EXERCISE DESCRIPTION:
Begin with the first line of the listing and quote every line through the one containing "1px #22223b) drop-shadow(0"; give only those lines.

INPUT:
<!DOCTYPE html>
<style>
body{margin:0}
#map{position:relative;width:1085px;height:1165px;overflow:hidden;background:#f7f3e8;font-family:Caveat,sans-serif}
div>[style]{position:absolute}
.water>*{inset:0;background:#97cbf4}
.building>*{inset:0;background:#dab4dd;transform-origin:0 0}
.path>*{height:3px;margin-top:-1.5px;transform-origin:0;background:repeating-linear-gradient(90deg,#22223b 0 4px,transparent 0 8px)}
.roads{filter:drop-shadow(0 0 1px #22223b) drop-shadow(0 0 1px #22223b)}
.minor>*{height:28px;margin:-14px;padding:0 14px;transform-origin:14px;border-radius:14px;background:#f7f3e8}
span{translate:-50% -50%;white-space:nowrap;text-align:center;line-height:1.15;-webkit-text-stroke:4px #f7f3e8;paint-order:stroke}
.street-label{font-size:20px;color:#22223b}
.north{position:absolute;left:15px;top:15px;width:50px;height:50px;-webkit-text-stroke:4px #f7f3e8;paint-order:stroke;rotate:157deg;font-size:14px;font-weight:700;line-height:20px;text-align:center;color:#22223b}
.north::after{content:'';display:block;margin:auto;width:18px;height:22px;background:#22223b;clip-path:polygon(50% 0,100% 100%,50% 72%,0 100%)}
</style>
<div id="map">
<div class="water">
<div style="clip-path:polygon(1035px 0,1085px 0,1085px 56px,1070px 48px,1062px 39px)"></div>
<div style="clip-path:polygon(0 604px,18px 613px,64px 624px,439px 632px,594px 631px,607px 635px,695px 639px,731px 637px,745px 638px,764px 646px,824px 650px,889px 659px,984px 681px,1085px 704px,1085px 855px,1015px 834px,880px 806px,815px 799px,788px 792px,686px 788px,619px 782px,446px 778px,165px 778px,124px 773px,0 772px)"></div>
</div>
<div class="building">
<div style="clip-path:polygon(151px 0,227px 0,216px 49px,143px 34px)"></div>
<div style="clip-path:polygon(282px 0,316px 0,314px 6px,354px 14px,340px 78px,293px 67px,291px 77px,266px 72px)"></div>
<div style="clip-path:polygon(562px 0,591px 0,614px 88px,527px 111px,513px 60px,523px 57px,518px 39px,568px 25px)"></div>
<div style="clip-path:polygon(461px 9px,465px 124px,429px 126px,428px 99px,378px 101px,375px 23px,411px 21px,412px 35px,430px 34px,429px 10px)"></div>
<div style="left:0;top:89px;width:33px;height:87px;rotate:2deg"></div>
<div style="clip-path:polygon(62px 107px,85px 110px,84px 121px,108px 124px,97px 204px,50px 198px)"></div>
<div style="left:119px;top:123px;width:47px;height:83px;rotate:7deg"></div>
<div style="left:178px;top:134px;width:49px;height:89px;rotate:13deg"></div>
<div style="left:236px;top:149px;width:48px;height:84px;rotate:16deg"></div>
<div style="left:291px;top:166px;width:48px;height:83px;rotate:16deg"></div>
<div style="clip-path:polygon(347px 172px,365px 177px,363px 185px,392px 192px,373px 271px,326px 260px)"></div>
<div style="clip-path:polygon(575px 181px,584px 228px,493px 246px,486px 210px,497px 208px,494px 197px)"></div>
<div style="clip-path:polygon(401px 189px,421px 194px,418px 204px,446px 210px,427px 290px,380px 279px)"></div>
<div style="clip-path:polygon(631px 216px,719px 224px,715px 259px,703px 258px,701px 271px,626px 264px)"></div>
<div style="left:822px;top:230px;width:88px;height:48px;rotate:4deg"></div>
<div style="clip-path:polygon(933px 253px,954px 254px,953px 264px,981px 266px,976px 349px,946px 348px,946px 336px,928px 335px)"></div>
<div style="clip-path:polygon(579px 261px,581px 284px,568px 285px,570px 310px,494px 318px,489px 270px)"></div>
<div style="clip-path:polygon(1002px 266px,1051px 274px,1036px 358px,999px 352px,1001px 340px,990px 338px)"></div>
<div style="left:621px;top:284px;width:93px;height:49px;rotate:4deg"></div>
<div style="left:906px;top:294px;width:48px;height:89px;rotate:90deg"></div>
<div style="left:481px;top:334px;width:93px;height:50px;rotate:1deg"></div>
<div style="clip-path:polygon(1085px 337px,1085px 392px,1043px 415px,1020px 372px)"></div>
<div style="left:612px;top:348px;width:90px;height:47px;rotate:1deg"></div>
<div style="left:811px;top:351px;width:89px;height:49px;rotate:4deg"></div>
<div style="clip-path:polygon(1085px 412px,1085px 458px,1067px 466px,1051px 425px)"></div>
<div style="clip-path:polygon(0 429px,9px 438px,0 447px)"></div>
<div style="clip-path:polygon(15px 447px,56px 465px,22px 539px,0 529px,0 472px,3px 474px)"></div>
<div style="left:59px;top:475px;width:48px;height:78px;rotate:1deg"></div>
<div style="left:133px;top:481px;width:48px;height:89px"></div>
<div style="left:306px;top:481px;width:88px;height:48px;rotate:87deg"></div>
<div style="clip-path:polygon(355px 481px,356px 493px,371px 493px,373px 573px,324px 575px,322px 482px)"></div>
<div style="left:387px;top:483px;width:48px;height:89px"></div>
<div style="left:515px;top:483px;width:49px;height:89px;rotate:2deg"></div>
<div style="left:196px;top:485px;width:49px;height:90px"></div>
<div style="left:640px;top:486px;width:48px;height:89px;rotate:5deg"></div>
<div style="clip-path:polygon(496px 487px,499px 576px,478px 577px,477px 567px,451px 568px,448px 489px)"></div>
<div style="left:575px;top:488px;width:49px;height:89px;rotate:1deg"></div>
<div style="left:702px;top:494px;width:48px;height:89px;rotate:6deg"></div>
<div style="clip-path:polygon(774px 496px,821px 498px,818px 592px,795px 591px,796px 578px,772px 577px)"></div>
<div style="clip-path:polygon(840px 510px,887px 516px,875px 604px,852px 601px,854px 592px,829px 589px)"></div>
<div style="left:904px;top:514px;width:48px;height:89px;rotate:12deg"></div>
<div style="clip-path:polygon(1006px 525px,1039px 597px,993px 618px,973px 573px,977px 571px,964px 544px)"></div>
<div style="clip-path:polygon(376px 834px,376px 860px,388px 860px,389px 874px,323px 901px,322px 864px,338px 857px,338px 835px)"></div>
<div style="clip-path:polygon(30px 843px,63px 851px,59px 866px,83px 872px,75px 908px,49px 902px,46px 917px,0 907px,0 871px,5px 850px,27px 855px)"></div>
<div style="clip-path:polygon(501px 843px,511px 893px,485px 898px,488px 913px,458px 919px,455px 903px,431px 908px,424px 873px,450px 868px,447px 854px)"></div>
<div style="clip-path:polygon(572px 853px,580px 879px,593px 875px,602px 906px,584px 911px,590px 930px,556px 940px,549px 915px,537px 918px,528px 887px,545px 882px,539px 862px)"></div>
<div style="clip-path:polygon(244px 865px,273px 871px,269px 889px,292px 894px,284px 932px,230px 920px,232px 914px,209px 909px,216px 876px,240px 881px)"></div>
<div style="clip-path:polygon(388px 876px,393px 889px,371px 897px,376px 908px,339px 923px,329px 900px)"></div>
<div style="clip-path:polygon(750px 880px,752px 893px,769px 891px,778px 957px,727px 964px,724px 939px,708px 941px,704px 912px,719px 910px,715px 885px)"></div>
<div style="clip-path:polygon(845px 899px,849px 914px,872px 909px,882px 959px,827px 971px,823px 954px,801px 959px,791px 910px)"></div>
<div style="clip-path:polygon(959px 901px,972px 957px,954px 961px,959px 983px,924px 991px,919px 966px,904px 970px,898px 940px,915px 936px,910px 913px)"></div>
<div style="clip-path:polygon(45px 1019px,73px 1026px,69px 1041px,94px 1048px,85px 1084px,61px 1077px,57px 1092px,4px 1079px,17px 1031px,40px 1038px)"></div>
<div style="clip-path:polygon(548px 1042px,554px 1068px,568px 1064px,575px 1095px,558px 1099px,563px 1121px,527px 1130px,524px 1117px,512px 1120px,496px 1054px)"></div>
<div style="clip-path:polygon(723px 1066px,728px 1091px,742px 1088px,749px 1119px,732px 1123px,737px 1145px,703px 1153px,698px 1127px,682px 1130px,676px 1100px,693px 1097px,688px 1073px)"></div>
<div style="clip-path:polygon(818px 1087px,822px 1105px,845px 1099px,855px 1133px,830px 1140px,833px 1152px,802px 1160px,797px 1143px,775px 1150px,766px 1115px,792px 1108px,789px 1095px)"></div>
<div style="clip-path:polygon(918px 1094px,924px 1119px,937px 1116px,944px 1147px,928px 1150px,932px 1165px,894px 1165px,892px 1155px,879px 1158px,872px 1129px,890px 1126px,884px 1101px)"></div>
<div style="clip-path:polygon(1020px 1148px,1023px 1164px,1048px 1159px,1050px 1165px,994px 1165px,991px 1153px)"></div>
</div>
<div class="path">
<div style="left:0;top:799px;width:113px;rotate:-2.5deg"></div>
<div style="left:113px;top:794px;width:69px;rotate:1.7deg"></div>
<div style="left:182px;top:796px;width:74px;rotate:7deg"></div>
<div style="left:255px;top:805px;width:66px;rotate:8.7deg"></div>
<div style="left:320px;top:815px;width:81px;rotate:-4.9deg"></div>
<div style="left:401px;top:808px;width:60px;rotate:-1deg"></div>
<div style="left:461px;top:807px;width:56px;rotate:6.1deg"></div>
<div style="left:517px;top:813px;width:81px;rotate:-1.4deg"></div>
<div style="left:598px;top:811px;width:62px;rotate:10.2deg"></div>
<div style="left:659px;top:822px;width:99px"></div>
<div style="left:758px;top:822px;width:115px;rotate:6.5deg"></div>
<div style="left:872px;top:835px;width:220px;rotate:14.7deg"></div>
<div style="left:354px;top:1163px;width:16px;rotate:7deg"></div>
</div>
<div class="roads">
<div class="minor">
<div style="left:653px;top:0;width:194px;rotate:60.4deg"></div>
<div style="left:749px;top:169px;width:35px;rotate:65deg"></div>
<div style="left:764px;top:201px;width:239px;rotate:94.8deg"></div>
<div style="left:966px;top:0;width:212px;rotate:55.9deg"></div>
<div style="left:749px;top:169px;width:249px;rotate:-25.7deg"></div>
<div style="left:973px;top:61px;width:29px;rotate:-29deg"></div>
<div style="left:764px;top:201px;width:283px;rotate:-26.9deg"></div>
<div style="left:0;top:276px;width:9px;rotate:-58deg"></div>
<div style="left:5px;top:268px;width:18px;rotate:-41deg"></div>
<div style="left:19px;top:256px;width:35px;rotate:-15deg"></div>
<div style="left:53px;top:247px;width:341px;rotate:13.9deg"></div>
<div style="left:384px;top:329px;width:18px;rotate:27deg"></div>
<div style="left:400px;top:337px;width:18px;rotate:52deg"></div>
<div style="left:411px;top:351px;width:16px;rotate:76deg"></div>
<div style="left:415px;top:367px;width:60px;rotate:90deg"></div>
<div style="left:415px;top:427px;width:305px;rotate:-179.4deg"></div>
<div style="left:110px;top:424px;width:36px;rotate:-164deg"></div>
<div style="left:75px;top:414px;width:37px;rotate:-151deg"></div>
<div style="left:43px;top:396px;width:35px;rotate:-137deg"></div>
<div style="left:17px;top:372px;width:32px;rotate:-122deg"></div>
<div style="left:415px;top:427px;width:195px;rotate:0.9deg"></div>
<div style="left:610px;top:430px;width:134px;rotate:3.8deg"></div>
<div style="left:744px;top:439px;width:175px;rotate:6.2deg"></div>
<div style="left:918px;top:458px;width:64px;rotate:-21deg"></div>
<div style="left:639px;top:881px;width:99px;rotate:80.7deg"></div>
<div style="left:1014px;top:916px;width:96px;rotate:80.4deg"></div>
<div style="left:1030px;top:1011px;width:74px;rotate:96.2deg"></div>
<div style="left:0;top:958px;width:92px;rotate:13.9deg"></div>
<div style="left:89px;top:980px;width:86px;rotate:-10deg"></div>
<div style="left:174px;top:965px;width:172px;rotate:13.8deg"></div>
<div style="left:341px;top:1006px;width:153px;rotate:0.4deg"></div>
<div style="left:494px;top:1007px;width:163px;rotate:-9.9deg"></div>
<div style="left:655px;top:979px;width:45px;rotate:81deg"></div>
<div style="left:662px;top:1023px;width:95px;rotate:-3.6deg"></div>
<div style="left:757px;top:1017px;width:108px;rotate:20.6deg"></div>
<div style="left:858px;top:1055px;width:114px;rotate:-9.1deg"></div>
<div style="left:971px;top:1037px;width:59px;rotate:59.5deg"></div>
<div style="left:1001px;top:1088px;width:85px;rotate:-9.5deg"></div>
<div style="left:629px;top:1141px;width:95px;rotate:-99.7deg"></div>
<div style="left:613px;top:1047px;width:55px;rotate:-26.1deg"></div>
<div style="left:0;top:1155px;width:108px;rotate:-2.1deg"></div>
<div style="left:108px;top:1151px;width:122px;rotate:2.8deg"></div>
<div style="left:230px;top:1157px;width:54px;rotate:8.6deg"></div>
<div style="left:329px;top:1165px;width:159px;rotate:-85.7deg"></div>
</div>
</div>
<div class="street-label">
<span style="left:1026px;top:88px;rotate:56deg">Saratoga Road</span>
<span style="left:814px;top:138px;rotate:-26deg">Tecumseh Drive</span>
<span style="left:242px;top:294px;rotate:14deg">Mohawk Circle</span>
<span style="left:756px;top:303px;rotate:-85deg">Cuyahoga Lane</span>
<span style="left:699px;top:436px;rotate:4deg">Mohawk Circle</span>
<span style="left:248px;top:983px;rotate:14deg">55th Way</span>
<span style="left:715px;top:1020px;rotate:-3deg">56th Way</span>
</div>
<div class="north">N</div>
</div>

RESULT FOR THIS TASK:
<!DOCTYPE html>
<style>
body{margin:0}
#map{position:relative;width:1085px;height:1165px;overflow:hidden;background:#f7f3e8;font-family:Caveat,sans-serif}
div>[style]{position:absolute}
.water>*{inset:0;background:#97cbf4}
.building>*{inset:0;background:#dab4dd;transform-origin:0 0}
.path>*{height:3px;margin-top:-1.5px;transform-origin:0;background:repeating-linear-gradient(90deg,#22223b 0 4px,transparent 0 8px)}
.roads{filter:drop-shadow(0 0 1px #22223b) drop-shadow(0 0 1px #22223b)}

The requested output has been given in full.